With this diet I managed to slowly bring my weight down from 103kg to around 95kg at which point it seemed that the scales stuck and I reached a glass floor I couldn't break down through.

That was the case for most of 2012. In early Jan 2013 I made a decision to really eat clean and try and shed some serious weight (I'll talk about that more in another post). Long story short, in the 6 weeks since then I've slimmed down from 95kg (210lbs) to 87kg (192lbs). One aspect of my diet which has a huge effect on my energy and mood levels has been adopting more of a plant based diet. I first got onto this idea after reading 'Finding Ultra' by Rich Roll (photo below) and listening to some of his pod-casts (which I highly recommend)

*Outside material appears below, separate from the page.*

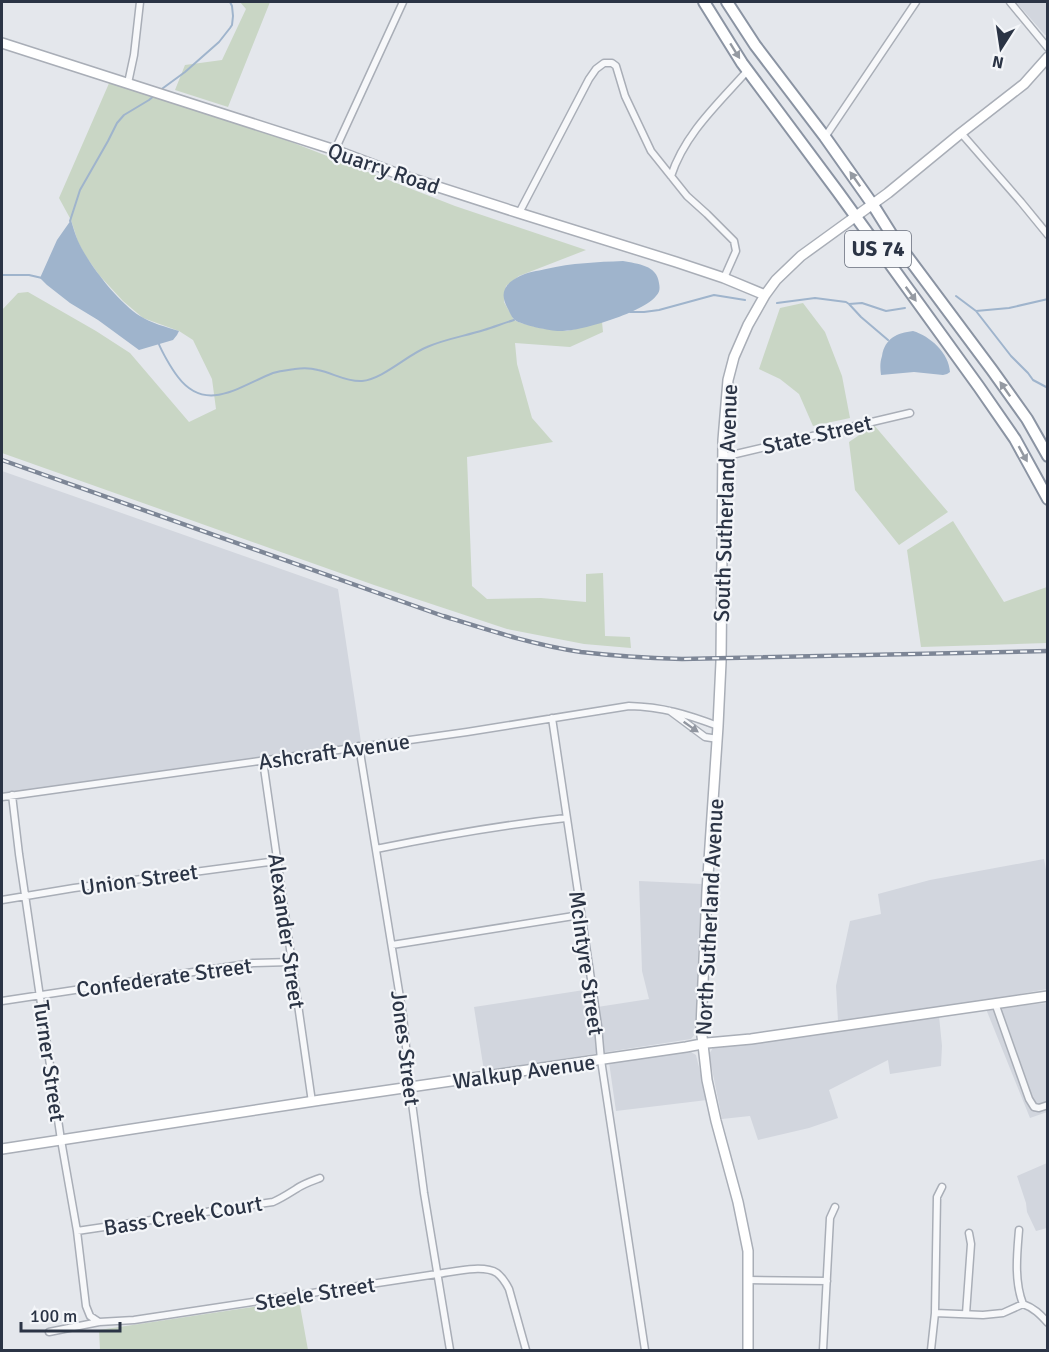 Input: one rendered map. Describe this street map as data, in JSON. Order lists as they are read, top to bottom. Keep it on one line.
{"streets":{"highway":["US 74"],"street":["Quarry Road","State Street","South Sutherland Avenue","Ashcraft Avenue","Union Street","North Sutherland Avenue","Alexander Street","McIntyre Street","Confederate Street","Jones Street","Turner Street","Walkup Avenue","Bass Creek Court","Steele Street"]},"crossings":[["Quarry Road","South Sutherland Avenue"],["US 74","South Sutherland Avenue"],["State Street","South Sutherland Avenue"],["South Sutherland Avenue","North Sutherland Avenue"],["Ashcraft Avenue","North Sutherland Avenue"],["Ashcraft Avenue","Alexander Street"],["Ashcraft Avenue","McIntyre Street"],["Ashcraft Avenue","Jones Street"],["Ashcraft Avenue","Turner Street"],["Union Street","Alexander Street"],["Union Street","Turner Street"],["North Sutherland Avenue","Walkup Avenue"],["Alexander Street","Confederate Street"],["Alexander Street","Walkup Avenue"],["McIntyre Street","Walkup Avenue"],["Confederate Street","Turner Street"],["Jones Street","Walkup Avenue"],["Jones Street","Steele Street"],["Turner Street","Walkup Avenue"],["Turner Street","Bass Creek Court"],["Turner Street","Steele Street"]],"scale_bar":"100 m","north":"bottom"} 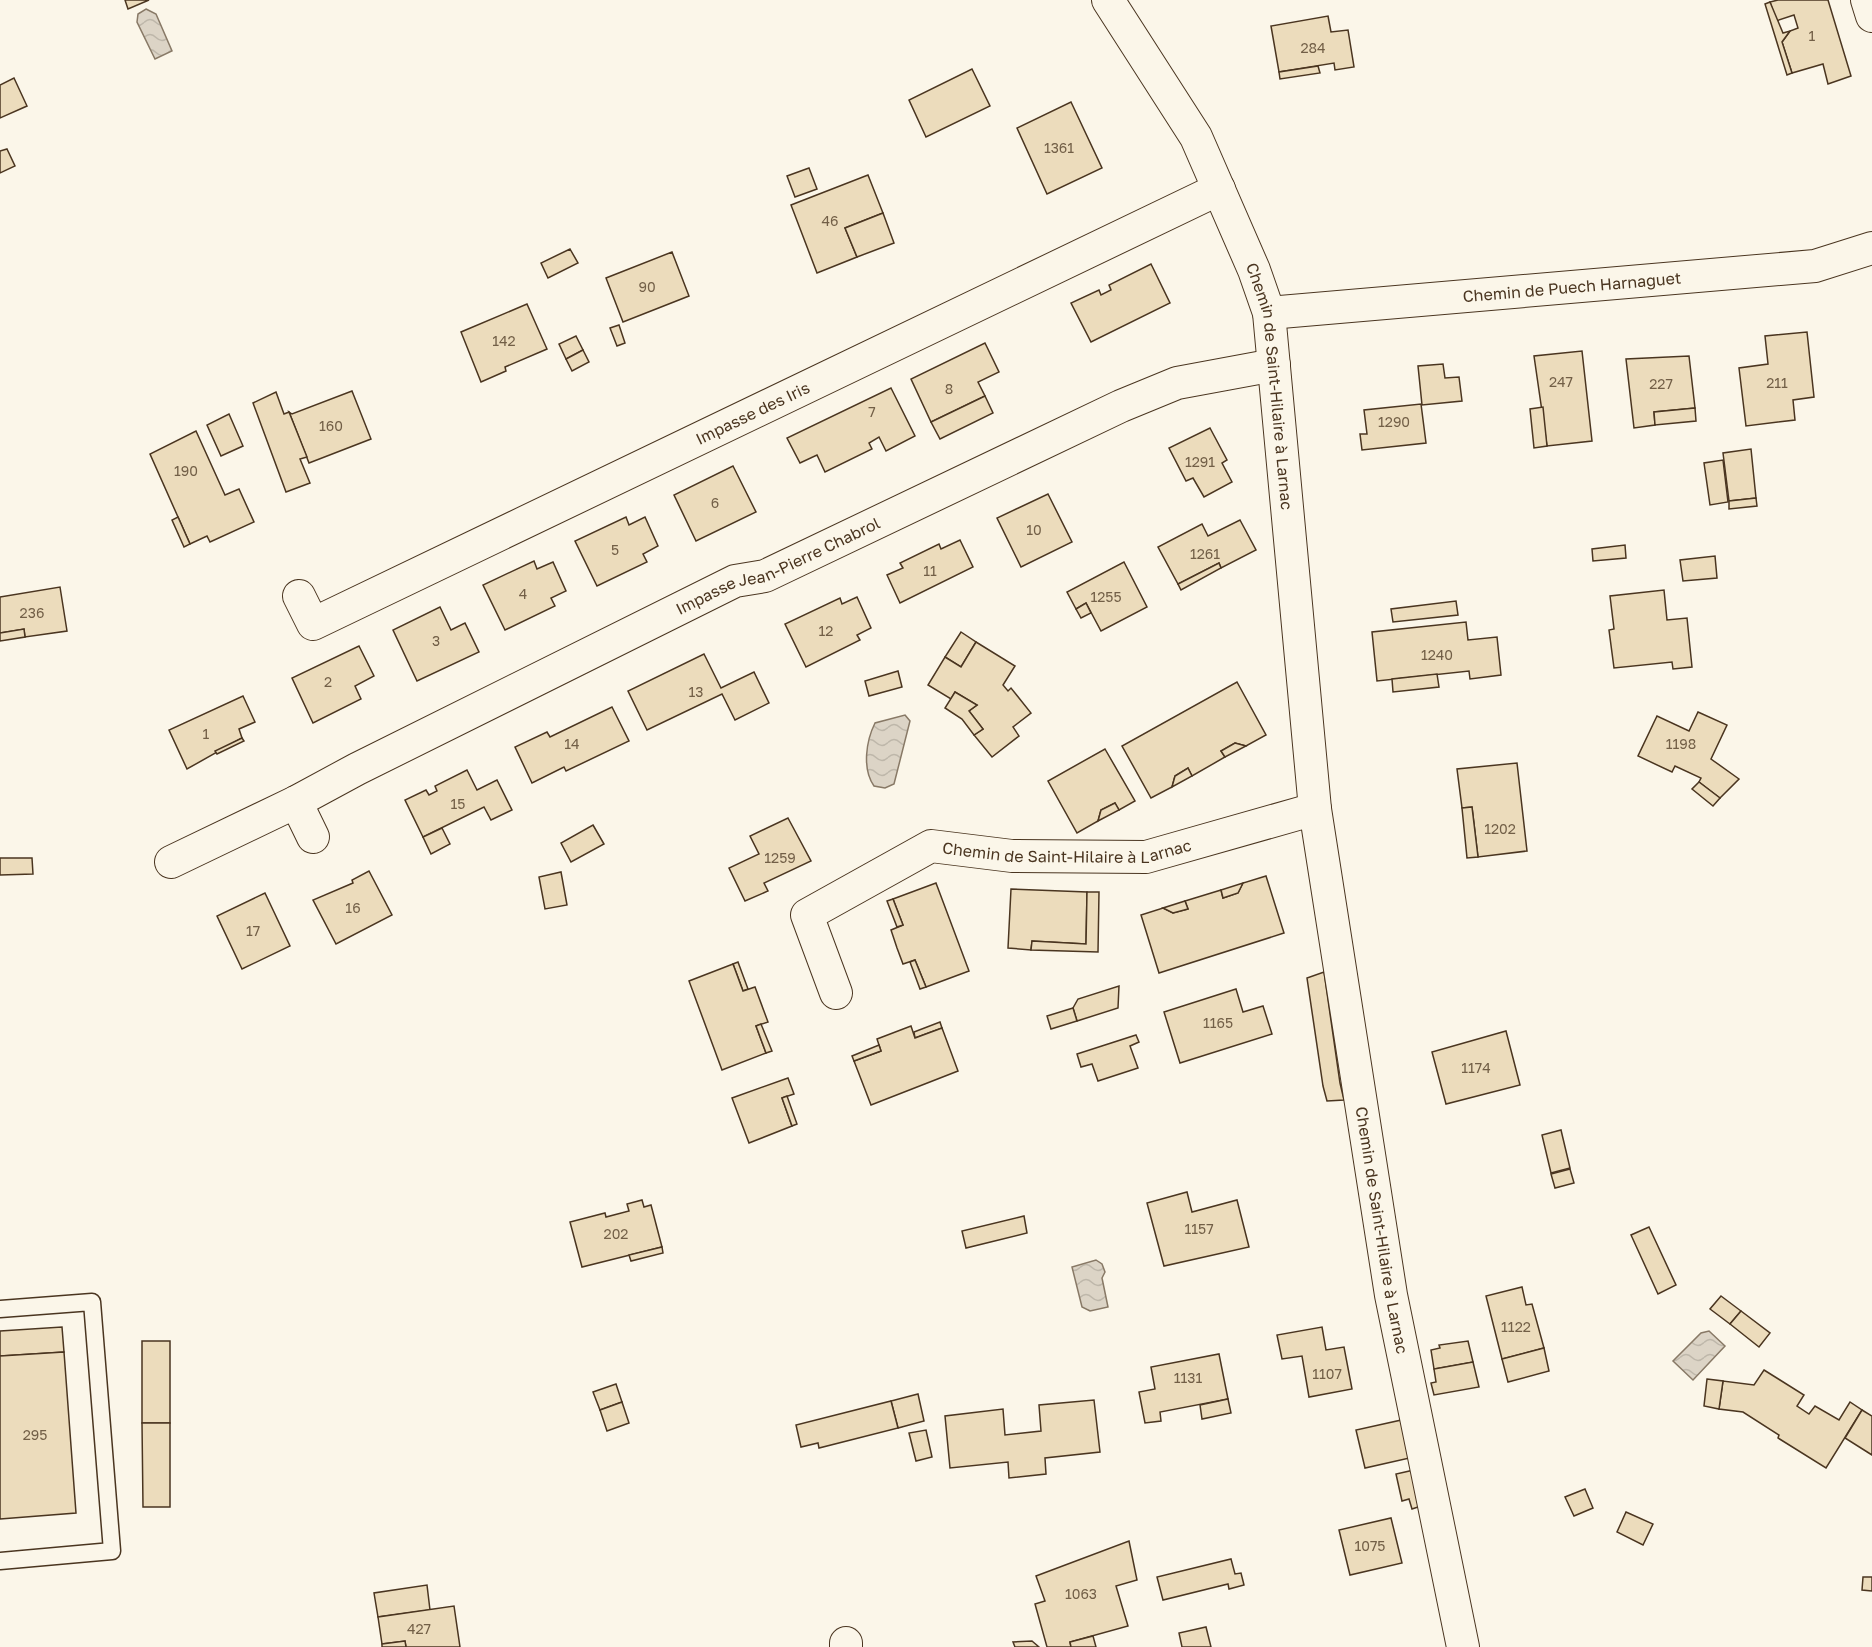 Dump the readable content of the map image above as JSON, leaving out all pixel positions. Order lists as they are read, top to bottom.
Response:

A week ago I notched it up a level and headed down to the local health food shop and bought up the ingredients I needed for some healthy bars, green smoothies and fruit smoothies. Sunday was my first full day on this regime. That night I slept super soundly and the next morning I woke up with an incredible amount of energy. That whole day I had energy to burn. Normally I get to about 2:00pm and need a diet coke or two to keep me going to home time. But on that day I didn't think once about needing a diet coke. It was brilliant.

I've now been a week on the diet and am still feeling great. One very positive benefit is that I feel a lot more chilled out, a lot more relaxed about things. Last weekend in my mad plant based diet reading frenzy I began reading the book 'Thrive' by plant based diet athlete Brendan Brazier (photo below). One concept he talks about is food stress. He talks about the stress the body has to go through to get the nutrients out of processed food and how having a plant based whole food diet can really minimize this stress.

My results so far have really validated this idea. I also feel way fitter and am getting much more cut.

I'm looking forward to starting some recumbent and tower running races this year and seeing how I do.....

If you have any questions about starting with a plant based diet I'm happy to help out if I can.